IV. Campaign Results: A Lightweight but High-Conversion Field Test
Although X-Talk didn’t set up complex leveling systems, long-term growth curves, or multi-stage task chains, this campaign delivered strong signals:
- High Task Completion Rate: The simple, clear task list + automated verification made users more willing to complete the entire flow.
- Active Point Consumption: Many users immediately redeemed USDT via the Benefit Shop after completing tasks, proving the reward loop had direct appeal.
- Lucky Wheel Boosted Frequency and Engagement: Users would return to the campaign page multiple times to try and extract extra rewards with remaining points, forming a “secondary participation round after the tasks.”
- Community Perceived “Real Reward Experience”: Unlike “pie-in-the-sky future airdrops,” the benefits of this campaign were instantly perceptible and verifiable. For new users, this significantly boosted trust in the project and the campaign itself.
For Layer One X, this was a field drill to “test user willingness to participate and incentive efficiency using a minimalist structure.” For TaskOn, this perfectly demonstrated that even when a project only enables the most foundational modules, excellent growth results can still be achieved.
V. Insights for Other Web3 Projects
1. It doesn’t have to be complex; clarity is often more effective. If a project is early-stage with limited resources and limited time—despite a big narrative—a basic structure of “Tasks → Points → USDT Redemption” is sufficient to run a high-quality campaign.
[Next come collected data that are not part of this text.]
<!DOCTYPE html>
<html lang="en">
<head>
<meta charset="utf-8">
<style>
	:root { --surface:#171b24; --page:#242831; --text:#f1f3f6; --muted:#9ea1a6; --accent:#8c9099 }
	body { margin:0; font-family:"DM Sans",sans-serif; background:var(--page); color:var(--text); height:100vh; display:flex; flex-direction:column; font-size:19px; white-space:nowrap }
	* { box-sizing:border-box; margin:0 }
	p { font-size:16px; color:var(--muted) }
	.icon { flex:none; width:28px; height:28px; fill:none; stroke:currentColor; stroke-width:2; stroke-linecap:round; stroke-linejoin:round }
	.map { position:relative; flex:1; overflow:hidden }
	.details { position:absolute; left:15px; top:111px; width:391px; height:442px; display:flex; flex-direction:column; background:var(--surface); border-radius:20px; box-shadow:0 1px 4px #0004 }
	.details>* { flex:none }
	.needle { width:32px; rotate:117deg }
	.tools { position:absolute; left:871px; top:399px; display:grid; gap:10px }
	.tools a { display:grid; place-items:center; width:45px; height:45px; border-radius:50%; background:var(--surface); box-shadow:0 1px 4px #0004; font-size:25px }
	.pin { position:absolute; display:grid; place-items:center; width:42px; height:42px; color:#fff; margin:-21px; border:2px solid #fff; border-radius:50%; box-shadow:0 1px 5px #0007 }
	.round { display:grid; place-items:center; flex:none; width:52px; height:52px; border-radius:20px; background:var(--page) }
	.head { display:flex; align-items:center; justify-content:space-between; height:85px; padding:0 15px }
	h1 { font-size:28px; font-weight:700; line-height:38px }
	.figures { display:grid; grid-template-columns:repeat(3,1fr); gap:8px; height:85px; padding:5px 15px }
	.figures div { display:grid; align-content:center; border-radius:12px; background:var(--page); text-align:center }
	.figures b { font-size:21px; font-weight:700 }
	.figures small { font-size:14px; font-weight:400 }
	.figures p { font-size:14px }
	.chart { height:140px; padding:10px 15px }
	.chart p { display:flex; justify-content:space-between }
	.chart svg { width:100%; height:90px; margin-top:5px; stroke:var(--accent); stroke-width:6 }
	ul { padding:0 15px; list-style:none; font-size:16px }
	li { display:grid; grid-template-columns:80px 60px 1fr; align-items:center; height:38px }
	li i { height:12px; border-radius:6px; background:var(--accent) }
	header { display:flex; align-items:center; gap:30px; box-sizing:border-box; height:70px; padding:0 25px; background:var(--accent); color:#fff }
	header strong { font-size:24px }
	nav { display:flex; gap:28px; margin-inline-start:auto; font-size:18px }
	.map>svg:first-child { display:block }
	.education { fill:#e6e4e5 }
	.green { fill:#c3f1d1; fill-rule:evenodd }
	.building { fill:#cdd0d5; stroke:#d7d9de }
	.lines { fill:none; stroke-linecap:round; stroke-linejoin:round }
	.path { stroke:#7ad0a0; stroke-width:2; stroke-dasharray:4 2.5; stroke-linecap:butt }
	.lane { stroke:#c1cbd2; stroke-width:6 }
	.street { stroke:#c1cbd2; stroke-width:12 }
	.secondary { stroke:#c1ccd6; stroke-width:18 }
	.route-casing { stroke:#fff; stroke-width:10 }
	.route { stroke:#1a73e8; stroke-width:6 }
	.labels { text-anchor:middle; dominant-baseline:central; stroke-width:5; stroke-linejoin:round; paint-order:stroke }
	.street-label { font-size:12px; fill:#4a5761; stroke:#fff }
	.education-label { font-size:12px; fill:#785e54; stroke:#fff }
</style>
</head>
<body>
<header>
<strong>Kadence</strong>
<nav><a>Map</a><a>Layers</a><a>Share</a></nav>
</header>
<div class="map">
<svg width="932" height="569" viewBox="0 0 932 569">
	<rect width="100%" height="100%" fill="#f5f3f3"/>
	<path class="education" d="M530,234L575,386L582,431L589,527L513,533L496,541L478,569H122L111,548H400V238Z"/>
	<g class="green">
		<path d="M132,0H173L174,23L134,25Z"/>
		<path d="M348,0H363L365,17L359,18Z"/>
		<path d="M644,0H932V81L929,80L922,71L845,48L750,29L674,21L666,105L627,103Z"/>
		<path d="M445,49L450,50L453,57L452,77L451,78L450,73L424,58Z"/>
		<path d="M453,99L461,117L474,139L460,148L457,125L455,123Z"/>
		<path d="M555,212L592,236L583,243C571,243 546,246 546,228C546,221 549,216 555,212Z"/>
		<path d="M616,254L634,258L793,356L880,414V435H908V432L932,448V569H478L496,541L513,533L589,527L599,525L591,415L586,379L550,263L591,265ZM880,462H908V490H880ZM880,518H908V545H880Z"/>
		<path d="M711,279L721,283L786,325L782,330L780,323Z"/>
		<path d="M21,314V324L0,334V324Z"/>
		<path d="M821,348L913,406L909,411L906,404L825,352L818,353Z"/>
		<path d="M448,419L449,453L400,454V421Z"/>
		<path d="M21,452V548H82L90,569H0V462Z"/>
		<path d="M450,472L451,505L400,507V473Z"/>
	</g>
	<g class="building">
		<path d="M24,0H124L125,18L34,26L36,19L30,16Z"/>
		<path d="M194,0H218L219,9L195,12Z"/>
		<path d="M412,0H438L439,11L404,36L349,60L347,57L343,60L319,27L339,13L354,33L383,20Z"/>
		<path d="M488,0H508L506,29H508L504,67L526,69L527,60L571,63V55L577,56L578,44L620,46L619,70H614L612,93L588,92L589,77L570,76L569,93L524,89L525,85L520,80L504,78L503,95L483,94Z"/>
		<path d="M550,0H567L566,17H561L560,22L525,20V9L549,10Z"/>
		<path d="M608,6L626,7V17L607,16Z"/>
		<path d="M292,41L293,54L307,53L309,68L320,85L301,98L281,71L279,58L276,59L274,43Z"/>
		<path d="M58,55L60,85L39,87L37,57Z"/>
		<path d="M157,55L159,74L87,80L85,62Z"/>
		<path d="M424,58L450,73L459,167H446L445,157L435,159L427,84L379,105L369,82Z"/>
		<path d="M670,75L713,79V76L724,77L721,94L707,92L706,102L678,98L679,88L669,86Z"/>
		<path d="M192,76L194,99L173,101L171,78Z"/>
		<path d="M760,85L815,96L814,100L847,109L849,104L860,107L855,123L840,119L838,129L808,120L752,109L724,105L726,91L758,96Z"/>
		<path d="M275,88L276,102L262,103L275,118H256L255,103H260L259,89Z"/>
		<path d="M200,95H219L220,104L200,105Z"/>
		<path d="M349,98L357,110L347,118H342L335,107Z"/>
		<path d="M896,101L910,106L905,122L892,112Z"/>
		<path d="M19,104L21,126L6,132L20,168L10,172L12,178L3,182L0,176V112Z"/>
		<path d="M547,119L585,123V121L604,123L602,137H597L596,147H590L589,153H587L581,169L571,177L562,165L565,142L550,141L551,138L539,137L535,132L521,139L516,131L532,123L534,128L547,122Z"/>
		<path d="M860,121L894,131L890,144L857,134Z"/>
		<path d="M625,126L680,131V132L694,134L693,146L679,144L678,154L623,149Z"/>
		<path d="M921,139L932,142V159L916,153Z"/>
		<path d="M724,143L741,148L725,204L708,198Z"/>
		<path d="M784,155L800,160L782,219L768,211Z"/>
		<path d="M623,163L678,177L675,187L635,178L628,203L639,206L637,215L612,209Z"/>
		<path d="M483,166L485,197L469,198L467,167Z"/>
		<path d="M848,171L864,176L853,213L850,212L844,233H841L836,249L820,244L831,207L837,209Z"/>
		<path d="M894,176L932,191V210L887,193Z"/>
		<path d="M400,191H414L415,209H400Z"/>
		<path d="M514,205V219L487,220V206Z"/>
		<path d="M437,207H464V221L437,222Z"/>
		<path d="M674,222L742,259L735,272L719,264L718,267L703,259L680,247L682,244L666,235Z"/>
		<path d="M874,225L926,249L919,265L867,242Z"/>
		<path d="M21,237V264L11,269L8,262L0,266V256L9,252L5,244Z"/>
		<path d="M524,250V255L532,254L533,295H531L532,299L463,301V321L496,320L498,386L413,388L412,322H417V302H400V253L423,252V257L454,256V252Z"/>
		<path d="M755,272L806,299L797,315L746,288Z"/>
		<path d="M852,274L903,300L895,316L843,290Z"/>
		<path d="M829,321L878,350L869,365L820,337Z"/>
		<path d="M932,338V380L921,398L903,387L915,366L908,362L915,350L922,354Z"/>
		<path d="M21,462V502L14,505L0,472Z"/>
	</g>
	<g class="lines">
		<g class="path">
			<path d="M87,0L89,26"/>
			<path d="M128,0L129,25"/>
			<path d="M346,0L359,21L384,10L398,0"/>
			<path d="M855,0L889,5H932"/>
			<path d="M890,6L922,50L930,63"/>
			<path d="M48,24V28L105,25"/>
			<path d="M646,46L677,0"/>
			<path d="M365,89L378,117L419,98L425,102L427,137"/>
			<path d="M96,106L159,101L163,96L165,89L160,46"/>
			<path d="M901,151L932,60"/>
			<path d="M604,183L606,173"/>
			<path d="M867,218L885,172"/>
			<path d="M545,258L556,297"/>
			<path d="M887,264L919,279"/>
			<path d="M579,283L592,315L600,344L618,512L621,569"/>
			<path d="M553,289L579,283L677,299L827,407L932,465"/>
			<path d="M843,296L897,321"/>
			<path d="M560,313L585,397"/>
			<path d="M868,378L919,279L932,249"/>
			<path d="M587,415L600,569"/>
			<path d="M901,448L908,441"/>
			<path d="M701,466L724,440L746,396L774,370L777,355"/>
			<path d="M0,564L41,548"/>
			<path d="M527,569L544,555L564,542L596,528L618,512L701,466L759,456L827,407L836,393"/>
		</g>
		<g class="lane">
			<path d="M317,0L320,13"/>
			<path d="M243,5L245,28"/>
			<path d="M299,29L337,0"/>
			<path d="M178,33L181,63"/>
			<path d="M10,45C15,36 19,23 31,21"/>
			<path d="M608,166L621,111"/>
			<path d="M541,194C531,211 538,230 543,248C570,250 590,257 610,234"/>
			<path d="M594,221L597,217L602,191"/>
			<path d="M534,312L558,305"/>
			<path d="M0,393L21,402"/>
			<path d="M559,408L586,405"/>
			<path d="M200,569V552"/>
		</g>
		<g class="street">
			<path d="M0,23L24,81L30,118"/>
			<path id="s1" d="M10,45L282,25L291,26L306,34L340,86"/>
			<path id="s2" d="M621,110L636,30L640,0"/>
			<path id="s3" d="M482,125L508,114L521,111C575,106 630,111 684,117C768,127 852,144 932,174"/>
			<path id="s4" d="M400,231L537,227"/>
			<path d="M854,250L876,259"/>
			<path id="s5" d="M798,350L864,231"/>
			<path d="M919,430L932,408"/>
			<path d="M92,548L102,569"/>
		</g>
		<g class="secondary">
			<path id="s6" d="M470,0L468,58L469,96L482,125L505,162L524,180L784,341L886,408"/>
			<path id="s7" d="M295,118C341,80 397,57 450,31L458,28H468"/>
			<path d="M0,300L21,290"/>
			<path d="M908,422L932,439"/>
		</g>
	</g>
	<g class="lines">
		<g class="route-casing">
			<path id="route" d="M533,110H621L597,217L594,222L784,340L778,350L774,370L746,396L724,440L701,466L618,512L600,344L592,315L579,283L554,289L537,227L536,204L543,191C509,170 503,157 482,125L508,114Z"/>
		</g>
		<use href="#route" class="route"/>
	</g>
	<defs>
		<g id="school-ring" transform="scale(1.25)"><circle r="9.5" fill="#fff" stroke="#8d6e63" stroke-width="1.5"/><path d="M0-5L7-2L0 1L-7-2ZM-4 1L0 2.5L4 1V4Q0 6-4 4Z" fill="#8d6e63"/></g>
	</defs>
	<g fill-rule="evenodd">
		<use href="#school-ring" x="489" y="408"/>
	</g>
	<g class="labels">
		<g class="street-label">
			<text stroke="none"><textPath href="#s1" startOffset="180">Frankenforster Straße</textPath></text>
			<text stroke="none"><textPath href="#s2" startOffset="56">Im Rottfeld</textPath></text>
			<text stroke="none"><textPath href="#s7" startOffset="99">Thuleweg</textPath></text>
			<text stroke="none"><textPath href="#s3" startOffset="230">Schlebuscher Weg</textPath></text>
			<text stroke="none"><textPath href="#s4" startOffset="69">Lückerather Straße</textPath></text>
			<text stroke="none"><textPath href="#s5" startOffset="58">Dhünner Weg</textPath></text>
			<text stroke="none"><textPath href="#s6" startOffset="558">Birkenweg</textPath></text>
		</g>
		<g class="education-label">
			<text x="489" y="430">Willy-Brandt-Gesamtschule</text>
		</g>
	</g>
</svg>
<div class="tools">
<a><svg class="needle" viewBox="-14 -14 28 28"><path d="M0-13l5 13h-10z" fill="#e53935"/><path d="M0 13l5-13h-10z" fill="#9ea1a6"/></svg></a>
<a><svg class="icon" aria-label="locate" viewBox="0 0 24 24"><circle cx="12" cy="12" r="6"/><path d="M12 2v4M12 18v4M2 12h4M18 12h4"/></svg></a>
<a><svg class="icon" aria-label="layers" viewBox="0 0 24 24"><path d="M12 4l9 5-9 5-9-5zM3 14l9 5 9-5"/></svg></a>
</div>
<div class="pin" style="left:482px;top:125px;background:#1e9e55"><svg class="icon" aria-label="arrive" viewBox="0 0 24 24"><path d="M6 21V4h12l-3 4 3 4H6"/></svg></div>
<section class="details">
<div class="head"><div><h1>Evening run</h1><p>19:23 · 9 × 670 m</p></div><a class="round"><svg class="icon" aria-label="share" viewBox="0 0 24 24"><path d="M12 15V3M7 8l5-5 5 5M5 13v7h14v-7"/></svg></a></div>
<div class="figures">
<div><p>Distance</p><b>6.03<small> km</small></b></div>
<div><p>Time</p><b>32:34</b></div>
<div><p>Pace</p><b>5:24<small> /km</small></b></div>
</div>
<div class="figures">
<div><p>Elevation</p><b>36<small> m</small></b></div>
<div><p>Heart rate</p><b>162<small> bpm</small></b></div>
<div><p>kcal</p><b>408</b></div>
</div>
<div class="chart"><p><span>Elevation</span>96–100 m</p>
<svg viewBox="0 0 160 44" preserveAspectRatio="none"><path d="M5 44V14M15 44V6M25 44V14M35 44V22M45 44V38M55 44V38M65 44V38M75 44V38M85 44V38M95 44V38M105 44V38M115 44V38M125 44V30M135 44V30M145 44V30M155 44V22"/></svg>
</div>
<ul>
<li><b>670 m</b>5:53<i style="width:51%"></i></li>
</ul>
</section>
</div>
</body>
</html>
2. The reward path must be visible, calculable, and verifiable. Vague promises of “potential airdrops” struggle to move the needle for today’s Web3 users. X-Talk’s approach was to break the reward logic down visibly:
- Trading Race → Leaderboard changes in real-time, rewards calculated based on total volume.
- Complete Tasks → Reward Points → Redeem for USDT in the Benefit Shop; plus potential returns via Lucky Wheel.
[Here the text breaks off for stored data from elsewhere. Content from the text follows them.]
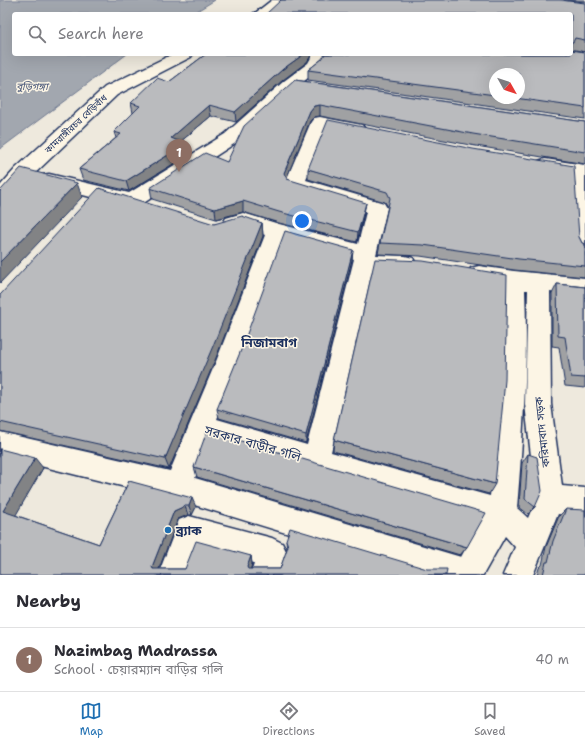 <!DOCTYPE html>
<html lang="en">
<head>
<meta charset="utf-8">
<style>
  body { margin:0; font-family:"Shantell Sans","Noto Sans Bengali",sans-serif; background:#f7f7f7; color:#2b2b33 }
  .compass { position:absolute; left:489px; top:68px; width:36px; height:36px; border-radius:50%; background:#fff; box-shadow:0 4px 16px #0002; rotate:130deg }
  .you { position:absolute; left:302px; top:221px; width:14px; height:14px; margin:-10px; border:3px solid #fff; border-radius:50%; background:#1a73e8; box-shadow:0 0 0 6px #1a73e833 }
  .badge { display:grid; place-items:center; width:26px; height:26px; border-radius:50%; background:#1f6fb2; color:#fff; font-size:13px; font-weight:700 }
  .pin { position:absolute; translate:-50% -33px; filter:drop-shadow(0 1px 2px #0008) }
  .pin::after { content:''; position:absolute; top:21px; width:14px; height:12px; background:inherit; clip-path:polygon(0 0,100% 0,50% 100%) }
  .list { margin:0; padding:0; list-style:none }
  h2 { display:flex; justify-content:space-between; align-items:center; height:52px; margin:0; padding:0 16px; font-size:17px }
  h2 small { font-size:13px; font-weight:400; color:#7c7c81 }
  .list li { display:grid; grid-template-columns:26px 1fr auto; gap:12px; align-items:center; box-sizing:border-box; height:64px; padding:0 16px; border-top:1px solid #e1e1e2 }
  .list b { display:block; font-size:15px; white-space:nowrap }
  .list p { margin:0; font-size:13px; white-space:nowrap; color:#7c7c81 }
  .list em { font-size:13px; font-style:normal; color:#7c7c81 }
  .icon { flex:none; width:22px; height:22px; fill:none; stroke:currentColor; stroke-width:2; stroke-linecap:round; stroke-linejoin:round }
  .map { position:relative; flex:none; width:585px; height:575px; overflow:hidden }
  .search { position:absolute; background:#fff; box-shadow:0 4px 16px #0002; left:12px; right:12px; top:12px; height:44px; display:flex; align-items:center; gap:10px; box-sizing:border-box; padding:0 14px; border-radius:4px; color:#7c7c81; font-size:15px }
  .sheet { height:116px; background:#fff }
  nav { display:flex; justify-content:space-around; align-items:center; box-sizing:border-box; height:56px; border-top:1px solid #e1e1e2; background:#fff; font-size:11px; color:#7c7c81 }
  nav a { display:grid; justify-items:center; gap:2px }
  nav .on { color:#1f6fb2 }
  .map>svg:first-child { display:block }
  .water { fill:#a2a7af; stroke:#6c778f }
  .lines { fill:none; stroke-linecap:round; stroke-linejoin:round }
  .street-casing { stroke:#1b2f5e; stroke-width:3 }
  .street { fill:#fcf5e5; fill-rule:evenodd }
  .wall { fill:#a0a1a3; stroke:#1b2f5e; fill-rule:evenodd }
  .shaded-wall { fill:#828385; stroke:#1b2f5e }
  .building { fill:#babbbe; stroke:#1b2f5e }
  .poi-dot { fill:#1f6fb2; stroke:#fcf5e5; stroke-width:1.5 }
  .labels { text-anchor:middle; stroke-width:3; stroke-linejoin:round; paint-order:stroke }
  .far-street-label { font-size:9px; fill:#1b2f5e; stroke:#fcf5e5 }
  .far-water-label { font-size:10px; font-style:italic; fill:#445376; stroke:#fcf5e5 }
  .street-label { font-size:11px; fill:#1b2f5e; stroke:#fcf5e5 }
  .quarter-label { font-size:13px; font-weight:bold; fill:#1b2f5e; stroke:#fcf5e5 }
  .near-street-label { font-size:13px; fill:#1b2f5e; stroke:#fcf5e5 }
  .near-poi-label { font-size:13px; font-weight:bold; fill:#1b2f5e; stroke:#fcf5e5; text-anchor:start }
</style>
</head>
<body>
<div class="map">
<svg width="585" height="575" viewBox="0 0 585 575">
  <rect width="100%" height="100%" fill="#eee9dd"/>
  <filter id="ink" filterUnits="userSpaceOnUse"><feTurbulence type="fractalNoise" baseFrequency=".025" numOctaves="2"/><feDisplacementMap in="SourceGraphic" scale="8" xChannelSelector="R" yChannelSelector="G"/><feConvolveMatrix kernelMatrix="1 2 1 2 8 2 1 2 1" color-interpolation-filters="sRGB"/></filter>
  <g filter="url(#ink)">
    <path class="water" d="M0 0H215L192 14H14V54H127L0 149Z"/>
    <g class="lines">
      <g class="street-casing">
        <g id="street">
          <path d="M272 0H289L271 14H254Z"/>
          <path d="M173 54H193L191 57 117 95 30 178 7 203 0 205V186L16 168 105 87Z"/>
          <path d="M313 54H329L320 69 296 87 237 142 139 206 132 208 49 186 42 185 39 180 42 175 49 174 129 193 225 134 284 81 308 63Z"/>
          <path d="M320 117 362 125 365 129 362 133 356 135 326 129 306 180 384 203 387 208 376 255 405 256 413 258 416 264 413 270 405 272 372 271 331 452 490 496C498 426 504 356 503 287L471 280 468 274 471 268 479 266 514 271 585 278V296L550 292 551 404 562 486 585 488V516L558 514 533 575H503L515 547 505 536 483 575H423L178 500 0 456V432L170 471 217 359 265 235 243 227 233 230 226 228 223 223 226 218 243 213 279 224 358 244 366 212 288 188 285 183 311 122 314 118ZM284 240 354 259 307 445 217 419 241 359ZM525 290H528L525 404 536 499 528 518 517 508C523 435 528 362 525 290ZM209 440 393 496 481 521 461 557 195 478Z"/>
          <path d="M545 159 585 165V255L578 253 575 247 571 175 538 169 536 165 538 161Z"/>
          <path d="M189 516 272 538 282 543 287 553 280 575H250L254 563 198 547 188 575H158L179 520Z"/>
        </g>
      </g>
      <use href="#street" class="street"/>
    </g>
    <g class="wall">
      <path d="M564 0H585V2Z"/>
      <path d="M585 3V52L571 49V14Z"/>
      <path d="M585 52V119L308 80V70L322 59ZM495 74 519 98H495Z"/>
      <path d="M206 54H312L307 62 283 80 236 122 211 116 180 142 188 155 129 191 83 180 79 169 116 138 114 132 133 113 131 103 169 82Z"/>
      <path d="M295 80 585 122V164L470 145 320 116 314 117 310 121 286 177 287 179 364 213 357 242 279 223 243 212 216 219 152 199 150 188 227 162Z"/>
      <path d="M308 169 579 237 582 243 585 244V277L514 270 420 256 378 254 380 243 388 207 385 202 308 179Z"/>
      <path d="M262 223 263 236 216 358 169 469 0 431V295L214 224Z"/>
      <path d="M353 250 352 260 306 443 219 418 217 409Z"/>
      <path d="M557 284 585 287V388L565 386 559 347 552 346V294Z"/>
      <path d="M334 440 495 484 489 494 333 451Z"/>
      <path d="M0 449 43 468 15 515 99 544 129 481 196 507 192 515H188L178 519 159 569H185L251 556 252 564 250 569H280L287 550 286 540 446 575H0Z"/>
      <path d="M528 454 535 507 528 514 519 507 522 463Z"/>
      <path d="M194 467 467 547 460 555 197 477Z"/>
      <path d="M566 509 585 575H537L539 568 542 565 546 547 559 516Z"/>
    </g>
    <g class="shaded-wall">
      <path d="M304 54H312L307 62 283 80 236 122 235 112 283 69Z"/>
      <path d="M209 105 211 116 173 148 171 138Z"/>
      <path d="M320 105V116L314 117 310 121 284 184V173L310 111 314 106Z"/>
      <path d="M186 144 188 155 129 191 126 181Z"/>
      <path d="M77 183 82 197 0 283V262Z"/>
      <path d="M243 201V212L216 219 215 209Z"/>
      <path d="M366 203 364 213 357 242 358 232Z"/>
      <path d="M262 223 263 236 216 358 169 469 165 459Z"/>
      <path d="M353 250 352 260 306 443V435Z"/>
      <path d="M35 458 43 468 13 520 3 511Z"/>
      <path d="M192 498 196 507 192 515 189 506Z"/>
      <path d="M185 506 188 515 178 519 157 574 152 567 174 511Z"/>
      <path d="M251 556 252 564 249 575 247 567Z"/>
    </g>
    <g class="building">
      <path d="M281 0H560L585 3V40L575 38 573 42H571V14H266Z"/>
      <path d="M253 12 259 14H252Z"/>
      <path d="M571 50 585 52V108L515 98H519V74H495V95L308 70 322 59 325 54H571Z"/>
      <path d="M206 54H304L283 69 235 112 209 105 171 138 186 144 126 181 79 169 121 134 114 132 140 106 131 103 157 78 169 82Z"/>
      <path d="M295 80 585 122V152L473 134 320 105 314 106 310 111 284 173 287 179 366 203 358 232 279 212 243 201 215 209 150 188 205 153 227 162 244 126Z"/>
      <path d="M328 120 473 149 574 166 579 237 582 243 585 244V266L519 259 423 245 380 243 390 198 387 192 308 169Z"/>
      <path d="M21 168 77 183 0 262V191L1 190Z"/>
      <path d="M99 188 214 224 242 216 262 223 213 346 165 459 0 422V295L1 294Z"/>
      <path d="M285 231 353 250 306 435 217 409 241 350Z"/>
      <path d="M375 259 423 261 507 275 505 380 495 484 334 440Z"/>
      <path d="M557 284 585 287V378L571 377 565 337 558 336Z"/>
      <path d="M207 431 486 513 467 547 194 467Z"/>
      <path d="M0 449 35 458 3 511 99 544 129 481 192 498 189 506H185L174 511 152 567 153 569H185L196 541 251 556 247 567 248 569H280L288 546 286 540 290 528 427 569H447L446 575H0Z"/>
      <path d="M528 454 537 457 542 491 535 507 525 499Z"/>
      <path d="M566 509 585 510V575H543L546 562H548L553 541Z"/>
    </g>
  </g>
  <circle class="poi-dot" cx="168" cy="530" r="4"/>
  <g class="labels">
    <g class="far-street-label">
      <text transform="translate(76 124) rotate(-43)" y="3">কামরাঙ্গীরচর বেড়িবাঁধ</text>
    </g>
    <g class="far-water-label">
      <text x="32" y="90">বুড়িগঙ্গা</text>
    </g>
    <g class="street-label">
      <text transform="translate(542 432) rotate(-96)" y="4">করিমাবাদ সড়ক</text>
    </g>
    <g class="quarter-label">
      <text x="269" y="347">নিজামবাগ</text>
    </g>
    <g class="near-street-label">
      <text transform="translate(253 443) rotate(16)" y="5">সরকার বাড়ীর গলি</text>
    </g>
    <g class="near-poi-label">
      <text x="176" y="535">ব্র্যাক</text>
    </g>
  </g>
</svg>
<svg class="compass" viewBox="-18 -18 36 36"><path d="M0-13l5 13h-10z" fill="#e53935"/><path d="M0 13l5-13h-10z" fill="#7c7c81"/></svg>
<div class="you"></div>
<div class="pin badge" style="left:179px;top:172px;background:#8d6e63">1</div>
<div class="search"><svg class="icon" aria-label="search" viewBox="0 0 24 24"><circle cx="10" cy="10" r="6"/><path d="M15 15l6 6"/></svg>Search here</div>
</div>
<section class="sheet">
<h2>Nearby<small></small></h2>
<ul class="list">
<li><span class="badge" style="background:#8d6e63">1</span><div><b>Nazimbag Madrassa</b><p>School · চেয়ারম্যান বাড়ির গলি</p></div><em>40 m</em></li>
</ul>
</section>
<nav>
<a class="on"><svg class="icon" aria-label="map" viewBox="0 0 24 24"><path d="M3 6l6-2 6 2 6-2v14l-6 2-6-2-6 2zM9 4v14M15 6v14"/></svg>Map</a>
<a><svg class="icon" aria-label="directions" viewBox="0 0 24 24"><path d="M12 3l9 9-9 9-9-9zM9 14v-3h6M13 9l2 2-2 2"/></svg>Directions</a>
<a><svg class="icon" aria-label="saved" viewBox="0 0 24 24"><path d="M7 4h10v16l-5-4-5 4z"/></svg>Saved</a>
</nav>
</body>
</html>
- Points → Future Airdrop Expectation.
3. Instant gratification and entertainment can coexist. The Trading Race satisfies the competitive urge and instant rewards of the moment. Public on-chain competition with real-time dynamic reward pools drives user enthusiasm while offering deterministic yield expectations. The Benefit Shop satisfies rational calculation, while the Lucky Wheel satisfies gamification and emotional value. The two are not contradictory; stacking them creates a more memorable participation hook.
VI. Conclusion: Using TaskOn to Pave the Path “From Task to Value”
Layer One X | X-Talk wasn’t a massive, thunderous ecosystem event, but rather a bounded, targeted, cost-controlled, and verifiable growth experiment.
They used a very simple structure to validate a specific path: Design tasks → Let users know “Why am I doing this” → Record contributions via Points → Realize actual value via Benefit Shop & Lucky Wheel → Generate participation and behavioral data within a tight loop.
For Web3 projects looking for lightweight solutions to test user engagement and incentive efficacy, this is a case study worth copying directly. And TaskOn will continue to provide the infrastructure for such projects, making the road “from task to value” increasingly clear and efficient.